Q&A YOU ASK, WE ANSWER
When did Rome split?
SHORT ANSWER
Decades of deterioration led Emperor Diocletian to make the decisive cut
LONG ANSWER
The third century was not a particularly good time for the Roman Empire. Its glory days were firmly behind it and constant fighting, both internal and external, dragged its rulers into political and military chaos. During this so-called ‘Crisis of the Third Century’, competing interests carved up the land and emperors came and went, with the empire blitzing through at least 26 claimants in just 50 years.

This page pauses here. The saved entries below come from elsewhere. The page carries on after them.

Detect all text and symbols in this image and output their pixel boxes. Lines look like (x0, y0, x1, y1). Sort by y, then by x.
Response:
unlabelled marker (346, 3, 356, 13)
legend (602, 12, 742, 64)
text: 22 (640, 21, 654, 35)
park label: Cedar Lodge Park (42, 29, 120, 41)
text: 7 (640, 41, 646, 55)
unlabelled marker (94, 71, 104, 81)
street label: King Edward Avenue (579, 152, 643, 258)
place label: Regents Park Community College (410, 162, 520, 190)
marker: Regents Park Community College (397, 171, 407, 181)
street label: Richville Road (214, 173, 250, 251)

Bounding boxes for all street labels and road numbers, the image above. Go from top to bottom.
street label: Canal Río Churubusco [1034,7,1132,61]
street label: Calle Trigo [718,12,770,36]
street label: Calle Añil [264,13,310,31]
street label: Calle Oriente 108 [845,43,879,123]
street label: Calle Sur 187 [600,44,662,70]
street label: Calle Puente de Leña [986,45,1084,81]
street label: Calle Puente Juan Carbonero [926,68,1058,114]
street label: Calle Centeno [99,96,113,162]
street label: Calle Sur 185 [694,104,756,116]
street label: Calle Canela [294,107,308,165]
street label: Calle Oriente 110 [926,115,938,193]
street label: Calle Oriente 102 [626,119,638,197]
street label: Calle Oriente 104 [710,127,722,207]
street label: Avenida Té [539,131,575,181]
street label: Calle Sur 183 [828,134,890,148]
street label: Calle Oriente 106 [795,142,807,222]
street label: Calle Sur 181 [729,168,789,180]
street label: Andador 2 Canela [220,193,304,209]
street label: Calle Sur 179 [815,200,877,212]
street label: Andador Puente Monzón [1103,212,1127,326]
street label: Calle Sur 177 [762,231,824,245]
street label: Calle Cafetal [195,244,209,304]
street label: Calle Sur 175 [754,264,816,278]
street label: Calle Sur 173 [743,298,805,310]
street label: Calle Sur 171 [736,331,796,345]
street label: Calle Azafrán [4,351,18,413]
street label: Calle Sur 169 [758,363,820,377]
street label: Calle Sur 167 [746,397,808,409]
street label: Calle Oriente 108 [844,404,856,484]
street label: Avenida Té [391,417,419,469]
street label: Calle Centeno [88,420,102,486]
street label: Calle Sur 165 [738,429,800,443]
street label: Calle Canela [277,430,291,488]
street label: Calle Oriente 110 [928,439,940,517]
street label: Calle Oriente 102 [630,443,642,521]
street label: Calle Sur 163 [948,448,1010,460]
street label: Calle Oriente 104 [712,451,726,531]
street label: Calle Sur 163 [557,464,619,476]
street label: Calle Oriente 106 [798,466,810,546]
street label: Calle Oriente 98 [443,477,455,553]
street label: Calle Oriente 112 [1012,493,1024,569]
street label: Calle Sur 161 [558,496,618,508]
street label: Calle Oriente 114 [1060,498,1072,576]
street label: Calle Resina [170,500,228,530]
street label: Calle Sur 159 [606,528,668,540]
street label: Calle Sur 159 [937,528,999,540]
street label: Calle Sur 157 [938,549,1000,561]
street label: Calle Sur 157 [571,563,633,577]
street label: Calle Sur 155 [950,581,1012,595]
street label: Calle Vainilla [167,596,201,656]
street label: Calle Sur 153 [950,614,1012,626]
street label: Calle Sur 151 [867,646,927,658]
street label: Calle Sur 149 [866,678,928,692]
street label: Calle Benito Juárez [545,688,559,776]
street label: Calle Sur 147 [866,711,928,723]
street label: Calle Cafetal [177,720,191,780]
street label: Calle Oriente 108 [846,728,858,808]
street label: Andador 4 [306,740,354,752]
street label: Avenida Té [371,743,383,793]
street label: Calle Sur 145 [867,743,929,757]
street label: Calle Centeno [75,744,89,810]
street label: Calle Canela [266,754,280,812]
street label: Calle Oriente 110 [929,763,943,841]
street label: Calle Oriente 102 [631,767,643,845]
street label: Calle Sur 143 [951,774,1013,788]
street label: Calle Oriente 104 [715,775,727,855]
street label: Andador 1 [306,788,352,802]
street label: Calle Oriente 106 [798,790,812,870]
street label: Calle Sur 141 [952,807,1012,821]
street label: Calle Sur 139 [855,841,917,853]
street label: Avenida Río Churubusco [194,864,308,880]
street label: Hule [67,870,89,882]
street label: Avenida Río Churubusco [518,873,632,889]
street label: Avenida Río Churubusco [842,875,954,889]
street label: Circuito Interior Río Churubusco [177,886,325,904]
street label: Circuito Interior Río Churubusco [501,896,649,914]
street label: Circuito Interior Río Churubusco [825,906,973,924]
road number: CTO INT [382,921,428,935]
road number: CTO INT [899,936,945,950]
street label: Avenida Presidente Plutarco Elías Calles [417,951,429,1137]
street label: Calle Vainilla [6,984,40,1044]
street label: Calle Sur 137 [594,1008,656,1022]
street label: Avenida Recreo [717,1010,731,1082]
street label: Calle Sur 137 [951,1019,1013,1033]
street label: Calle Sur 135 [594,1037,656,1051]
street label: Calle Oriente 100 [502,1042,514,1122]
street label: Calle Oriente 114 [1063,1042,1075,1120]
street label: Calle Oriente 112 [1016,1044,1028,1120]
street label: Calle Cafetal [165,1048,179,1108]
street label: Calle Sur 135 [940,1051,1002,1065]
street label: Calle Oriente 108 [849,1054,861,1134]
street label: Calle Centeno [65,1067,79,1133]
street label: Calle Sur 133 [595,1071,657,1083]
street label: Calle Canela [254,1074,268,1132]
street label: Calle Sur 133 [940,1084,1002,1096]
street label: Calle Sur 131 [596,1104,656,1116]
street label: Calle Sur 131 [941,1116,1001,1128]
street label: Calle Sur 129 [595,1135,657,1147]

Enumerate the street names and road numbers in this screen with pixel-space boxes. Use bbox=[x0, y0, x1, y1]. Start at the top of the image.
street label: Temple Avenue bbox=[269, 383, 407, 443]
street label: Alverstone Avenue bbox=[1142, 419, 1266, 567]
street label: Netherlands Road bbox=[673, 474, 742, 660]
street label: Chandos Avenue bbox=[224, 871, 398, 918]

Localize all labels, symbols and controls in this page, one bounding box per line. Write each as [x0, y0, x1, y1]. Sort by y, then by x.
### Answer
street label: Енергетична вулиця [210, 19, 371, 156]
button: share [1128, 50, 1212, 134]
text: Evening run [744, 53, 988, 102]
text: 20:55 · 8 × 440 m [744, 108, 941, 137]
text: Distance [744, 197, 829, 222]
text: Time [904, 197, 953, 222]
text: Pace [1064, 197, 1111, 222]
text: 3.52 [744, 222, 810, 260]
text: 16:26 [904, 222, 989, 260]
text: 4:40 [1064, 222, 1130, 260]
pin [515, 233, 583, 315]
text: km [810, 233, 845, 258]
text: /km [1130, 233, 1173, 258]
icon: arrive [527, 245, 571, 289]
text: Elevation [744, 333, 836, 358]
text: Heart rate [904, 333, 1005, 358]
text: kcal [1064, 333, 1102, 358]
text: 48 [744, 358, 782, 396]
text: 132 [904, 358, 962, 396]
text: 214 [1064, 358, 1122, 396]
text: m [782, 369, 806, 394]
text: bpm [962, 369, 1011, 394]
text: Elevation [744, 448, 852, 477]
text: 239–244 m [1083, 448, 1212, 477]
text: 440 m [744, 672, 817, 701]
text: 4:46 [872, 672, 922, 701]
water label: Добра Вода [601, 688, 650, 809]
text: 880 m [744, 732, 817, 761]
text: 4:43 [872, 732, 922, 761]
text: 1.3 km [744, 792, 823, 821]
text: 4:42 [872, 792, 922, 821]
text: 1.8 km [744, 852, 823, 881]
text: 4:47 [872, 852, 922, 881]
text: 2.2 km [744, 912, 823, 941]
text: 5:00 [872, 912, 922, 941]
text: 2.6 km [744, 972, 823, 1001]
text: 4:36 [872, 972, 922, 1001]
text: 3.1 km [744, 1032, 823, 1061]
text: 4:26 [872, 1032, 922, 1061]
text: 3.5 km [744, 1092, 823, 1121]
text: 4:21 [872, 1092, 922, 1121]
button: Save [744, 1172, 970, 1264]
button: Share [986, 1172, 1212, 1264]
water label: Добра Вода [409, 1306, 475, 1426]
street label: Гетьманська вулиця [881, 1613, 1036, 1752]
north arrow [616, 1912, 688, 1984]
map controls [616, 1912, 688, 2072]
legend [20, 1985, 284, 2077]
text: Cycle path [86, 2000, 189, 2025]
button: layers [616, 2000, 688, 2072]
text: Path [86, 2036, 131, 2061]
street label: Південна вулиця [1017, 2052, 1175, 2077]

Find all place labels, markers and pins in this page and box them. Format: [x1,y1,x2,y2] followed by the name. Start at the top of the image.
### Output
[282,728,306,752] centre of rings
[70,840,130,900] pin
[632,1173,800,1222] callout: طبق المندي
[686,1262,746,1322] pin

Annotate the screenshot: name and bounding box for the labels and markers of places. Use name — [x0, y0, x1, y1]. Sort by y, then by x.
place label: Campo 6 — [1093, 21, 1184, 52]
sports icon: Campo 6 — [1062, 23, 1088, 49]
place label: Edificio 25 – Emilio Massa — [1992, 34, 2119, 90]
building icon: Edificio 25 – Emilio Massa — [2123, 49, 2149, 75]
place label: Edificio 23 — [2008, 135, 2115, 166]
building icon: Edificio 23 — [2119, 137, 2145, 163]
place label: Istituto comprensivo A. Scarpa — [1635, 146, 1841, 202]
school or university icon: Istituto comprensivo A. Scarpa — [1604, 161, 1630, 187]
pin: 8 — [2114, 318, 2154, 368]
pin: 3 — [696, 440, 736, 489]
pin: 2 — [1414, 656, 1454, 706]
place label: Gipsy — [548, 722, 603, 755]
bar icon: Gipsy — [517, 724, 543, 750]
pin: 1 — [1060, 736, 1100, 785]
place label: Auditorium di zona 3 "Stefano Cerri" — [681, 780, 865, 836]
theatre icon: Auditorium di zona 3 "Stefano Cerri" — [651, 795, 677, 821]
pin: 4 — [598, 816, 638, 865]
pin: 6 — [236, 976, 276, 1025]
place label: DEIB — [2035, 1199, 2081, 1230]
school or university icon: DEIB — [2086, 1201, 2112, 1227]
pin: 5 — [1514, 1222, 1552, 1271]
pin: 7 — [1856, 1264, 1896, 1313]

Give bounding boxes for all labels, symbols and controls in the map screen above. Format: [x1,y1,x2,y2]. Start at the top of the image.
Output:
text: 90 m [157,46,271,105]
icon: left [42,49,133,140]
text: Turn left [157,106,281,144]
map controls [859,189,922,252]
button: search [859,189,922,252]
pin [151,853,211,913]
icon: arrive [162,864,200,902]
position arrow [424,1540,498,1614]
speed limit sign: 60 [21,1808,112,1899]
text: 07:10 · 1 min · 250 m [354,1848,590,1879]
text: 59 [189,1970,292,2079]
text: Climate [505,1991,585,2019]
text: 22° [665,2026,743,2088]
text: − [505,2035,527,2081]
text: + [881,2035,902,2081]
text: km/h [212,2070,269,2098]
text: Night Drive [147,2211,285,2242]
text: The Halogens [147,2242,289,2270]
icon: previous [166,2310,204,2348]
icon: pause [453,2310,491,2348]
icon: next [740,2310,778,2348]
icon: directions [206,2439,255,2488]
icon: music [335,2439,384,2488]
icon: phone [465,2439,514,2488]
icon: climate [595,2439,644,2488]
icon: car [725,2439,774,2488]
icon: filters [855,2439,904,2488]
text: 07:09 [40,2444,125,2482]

One of the emperors, Aurelian, did successfully manage to unite the Romans, but not for long. When Diocletian later came to power in AD 284, he saw the empire as too unwieldy to rule by himself, so made the decision to choose another man, Maximian, as co-emperor. Then, in AD 293, Diocletian officially split governance by creating the Tetrarchy, where both West and East had a senior emperor, an augustus, and a junior, or caesar.
Beyond two brief stints in the fourth century, when Constantine the Great and later Theodosius I ruled as sole emperor of both halves, the Roman empire was forevermore split. The East, based in Constantinople (formerly Byzantium) thrived thanks to its trade routes, while the West (based in what is now Milan), crumbled until its last emperor, Romulus Augustulus, was deposed in AD 476. The Byzantines would last another thousand years, finally falling to the Ottomans in 1453.